Message pastors are seldom salaried and never ordained by a denomination. I know of none who possess seminary degrees. They are members of the laity who are “called” to preach, and often do so in addition to full-time work in the secular world. My own pastor was a salesman and took no money for his pastoral services.

8. Members are required to demonstrate their loyalty to the group in some way.  This could be in the form of “dobbing” on fellow members (including family) under the guise of looking out for their “spiritual welfare”.  They may be required to deliberately lie (heavenly deception) or give up their lives by refusing some form of medical treatment.

Message believers do not take part in such blatant hazing rituals. More insidious is the emphasis on constant godly living. Correcting others in their error is stressful for believers, as they truly wish to avoid picking at a mote in a brother’s eye and neglecting their own beams. Nonetheless, there are always “policing” members of congregations – probably a feature of religious life in general rather than the Message. Moreover, while divine healing is taken for absolute truth, Message followers do not always abstain from seeing doctors. Sometimes the pragmatic impulse wins out over the “lying vanities” of illness, and believers will seek chemotherapy or surgery for serious matters.

10. Attempts to leave or reveal embarrassing facts about the group may be met with threats.  Some may have taken oaths of loyalty that involve their lives or have signed a “covenant” and feel threatened by this.

Once again, leaving implies a revoking of one’s baptism of the Holy Spirit (and, naturally, draws the accusation that one never was really a believer).
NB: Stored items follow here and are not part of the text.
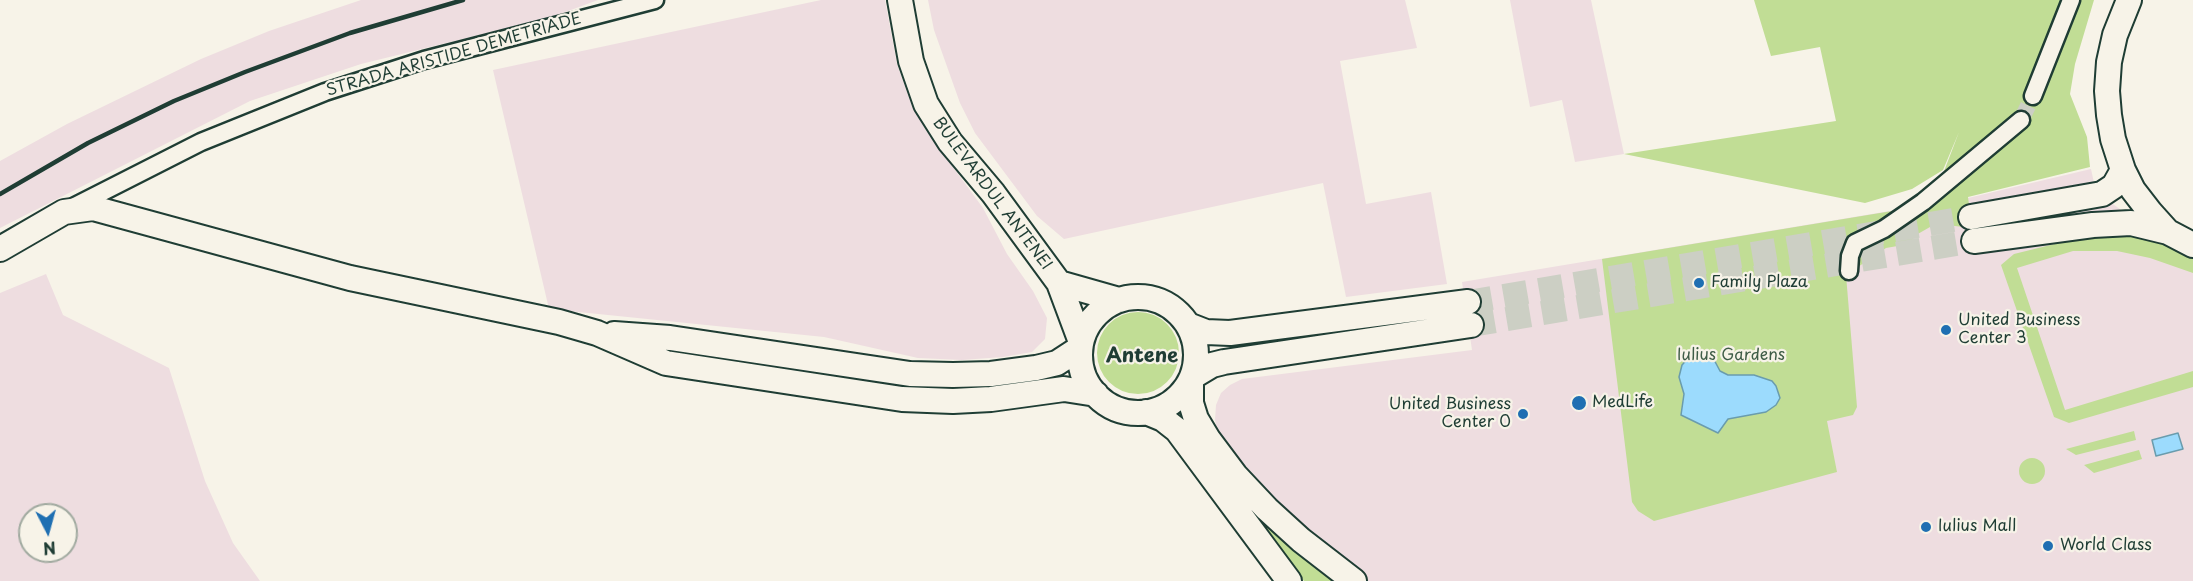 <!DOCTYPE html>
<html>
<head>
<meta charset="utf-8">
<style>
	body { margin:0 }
	#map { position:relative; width:2193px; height:581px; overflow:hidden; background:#f7f3e8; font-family:"Playpen Sans",sans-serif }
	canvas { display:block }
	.north { position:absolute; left:18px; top:503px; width:60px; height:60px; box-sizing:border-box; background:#f7f3e8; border:2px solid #a1aaa0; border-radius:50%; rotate:174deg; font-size:16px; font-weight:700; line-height:24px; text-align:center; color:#1f3d34 }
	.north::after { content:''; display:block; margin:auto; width:21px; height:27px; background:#1f6fb2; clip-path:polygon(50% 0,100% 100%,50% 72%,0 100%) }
</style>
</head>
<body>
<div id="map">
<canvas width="2193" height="581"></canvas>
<div class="north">N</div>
</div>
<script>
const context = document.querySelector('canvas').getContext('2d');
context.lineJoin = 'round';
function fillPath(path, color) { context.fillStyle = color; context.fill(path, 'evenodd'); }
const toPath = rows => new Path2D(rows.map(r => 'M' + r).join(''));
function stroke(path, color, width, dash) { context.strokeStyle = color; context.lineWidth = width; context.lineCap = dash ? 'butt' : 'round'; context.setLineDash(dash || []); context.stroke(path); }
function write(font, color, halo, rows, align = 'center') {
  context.font = font + ' "Playpen Sans",sans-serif'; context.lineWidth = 4.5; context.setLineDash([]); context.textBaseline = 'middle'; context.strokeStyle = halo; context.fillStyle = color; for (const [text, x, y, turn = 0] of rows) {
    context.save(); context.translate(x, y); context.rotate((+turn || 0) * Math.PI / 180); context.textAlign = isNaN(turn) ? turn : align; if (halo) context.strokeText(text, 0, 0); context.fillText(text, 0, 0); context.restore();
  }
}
fillPath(toPath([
	[361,0,598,0,552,17,361,64,250,101,0,228,0,161,67,124,201,59,269,31],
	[821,0,885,0,897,64,912,106,925,129,983,208,1007,254,1033,291,1047,318,1045,339,1032,352,1003,357,962,360,918,358,824,337,549,309,493,70],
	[928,0,1405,0,1417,48,1340,61,1366,204,1431,192,1447,284,1346,297,1323,183,1064,239,1037,216,975,133,960,103,934,30],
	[1510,0,1591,0,1624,154,1575,162,1562,100,1530,107],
	[2091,169,2096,192,2193,261,2193,581,1317,581,1304,561,1229,486,1215,420,1216,405,1221,393,1230,385,1242,379,1472,350,1462,282,1968,198],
	[46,274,63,315,169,368,205,481,233,543,260,581,0,581,0,293],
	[30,515,66,515,66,551,30,551]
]), '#eedde0');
fillPath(toPath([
	[1754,0,2094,0,2075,64,2070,94,2087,137,2090,167,1968,197,1973,233,1963,227,1947,225,1930,227,1916,235,1909,244,1886,248,1846,275,1857,407,1853,415,1827,421,1837,472,1654,521,1638,511,1632,502,1602,259,1898,210,1943,174,1959,132,1943,170,1912,189,1865,203,1624,154,1836,121,1820,47,1771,56],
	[2124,232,2152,236,2193,256,2193,273,2150,258,2117,251,2073,251,2017,268,2065,410,2193,371,2193,387,2069,423,2054,417,2001,265,2014,254,2091,235],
	'1097 353a41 41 0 1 1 82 0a41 41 0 1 1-82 0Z',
	[2134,431,2136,440,2076,455,2066,449],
	[2139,450,2142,459,2094,473,2084,465],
	'2019 471a13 13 0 1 1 26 0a13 13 0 1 1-26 0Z',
	[1259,524,1272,527,1342,581,1304,581]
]), '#c1dd95');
const water = toPath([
	[1703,351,1711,354,1720,371,1728,375,1754,375,1772,381,1776,386,1780,398,1776,405,1766,412,1728,419,1718,433,1681,415,1684,394,1679,377,1682,365,1692,354,1703,351],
	[2178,433,2183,449,2156,456,2152,440,2178,433]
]);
fillPath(water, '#9cdbfd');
stroke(water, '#6a9cad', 1.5);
stroke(toPath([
	[2021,120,2033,96]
]), '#cccfc4', 16, [16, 8]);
stroke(toPath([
	[1468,302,1971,217],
	[1471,325,1974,241]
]), '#cccfc4', 24, [24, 12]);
const street = toPath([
	[2033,96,2071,0],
	[75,206,201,142,325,92,424,60,655,0],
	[1849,271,1850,256,1855,243,1884,229,1923,202,2021,120]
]);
const secondary = toPath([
	[900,0,911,61,926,104,950,142,993,193,1059,283,1081,342],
	[2129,0,2115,35,2109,62,2107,91,2109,115,2113,139,2123,170,2133,190,2150,212,2168,232],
	[1971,217,2102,194,2114,186,2123,170],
	[1974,241,2093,225,2131,223,2168,232,2193,245],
	[0,249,64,212,93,208,350,278,559,322,597,333,666,363,902,399,953,401,991,399,1064,389,1096,394],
	[1059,283,1119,300],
	'1080 355a58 58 0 1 1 116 0a58 58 0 1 1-116 0Z',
	[1188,325,1206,332,1230,333,1468,302],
	[614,334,670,338,910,374,953,375,991,374,1036,368,1057,363,1080,348],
	[1192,377,1212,365,1224,362,1471,325],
	[1191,380,1191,403,1196,419,1208,439,1235,475,1267,509,1301,540,1354,581],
	[1146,412,1163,419,1177,430,1289,581]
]);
stroke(street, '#1f3d34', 21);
stroke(secondary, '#1f3d34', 28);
stroke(street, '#f7f3e8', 16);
stroke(secondary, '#f7f3e8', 24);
stroke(toPath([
	[0,194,88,143,174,101,245,72,350,33,463,0]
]), '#1f3d34', 4.5);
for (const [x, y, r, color] of [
	[1699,283,6,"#1f6fb2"],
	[1946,330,6,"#1f6fb2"],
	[1579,403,8,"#1f6fb2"],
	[1523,414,6,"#1f6fb2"],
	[1926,527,6,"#1f6fb2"],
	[2048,546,6,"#1f6fb2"]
]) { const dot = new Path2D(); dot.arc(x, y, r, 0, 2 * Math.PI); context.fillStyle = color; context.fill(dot); stroke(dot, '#f7f3e8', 2); }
write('16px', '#1f3d34', '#f7f3e8', [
	["STRADA ARISTIDE DEMETRIADE",454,55,-16],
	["BULEVARDUL ANTENEI",992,194,53]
]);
write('16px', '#1f3d34', '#f7f3e8', [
	["Family Plaza",1711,283],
	["United Business",1958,321],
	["Center 3",1958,339],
	["MedLife",1592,403],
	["United Business",1511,405,"right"],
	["Center 0",1511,423,"right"],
	["Iulius Mall",1938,527],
	["World Class",2060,546]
], 'left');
write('16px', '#3f5d47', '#f7f3e8', [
	["Iulius Gardens",1731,356]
]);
write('bold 20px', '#1f3d34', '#f7f3e8', [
	["Antene",1142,356]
]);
</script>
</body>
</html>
The greatest threat is, of course, the doctrine that only the Message can save you from the Tribulation. There are no formal membership vows, though the testimony of being born again and baptized into the Bride of Christ (in the name of the Lord Jesus Christ, as per Message directive) presents a forceful deterrent. It is impossible to simply walk away without the feeling of having taken one’s soul into one’s hands.

The Message thus meets some criteria more easily than others. Can we simply mark off each criterion, tally up the numbers, and declare the Message a cult? It is undoubtedly not that simple. It is not my purpose to declare the Message cultic – this does not interest me. What I hope to achieve here is to display the similarities and differences between the cultic mind control techniques and the practices of the Message, to see where they align and how they differ, and to, I hope, give others something to think with.

This post was inspired by Lewis’ discussion of biblical patriarchy and mind control at The Commandments of Men.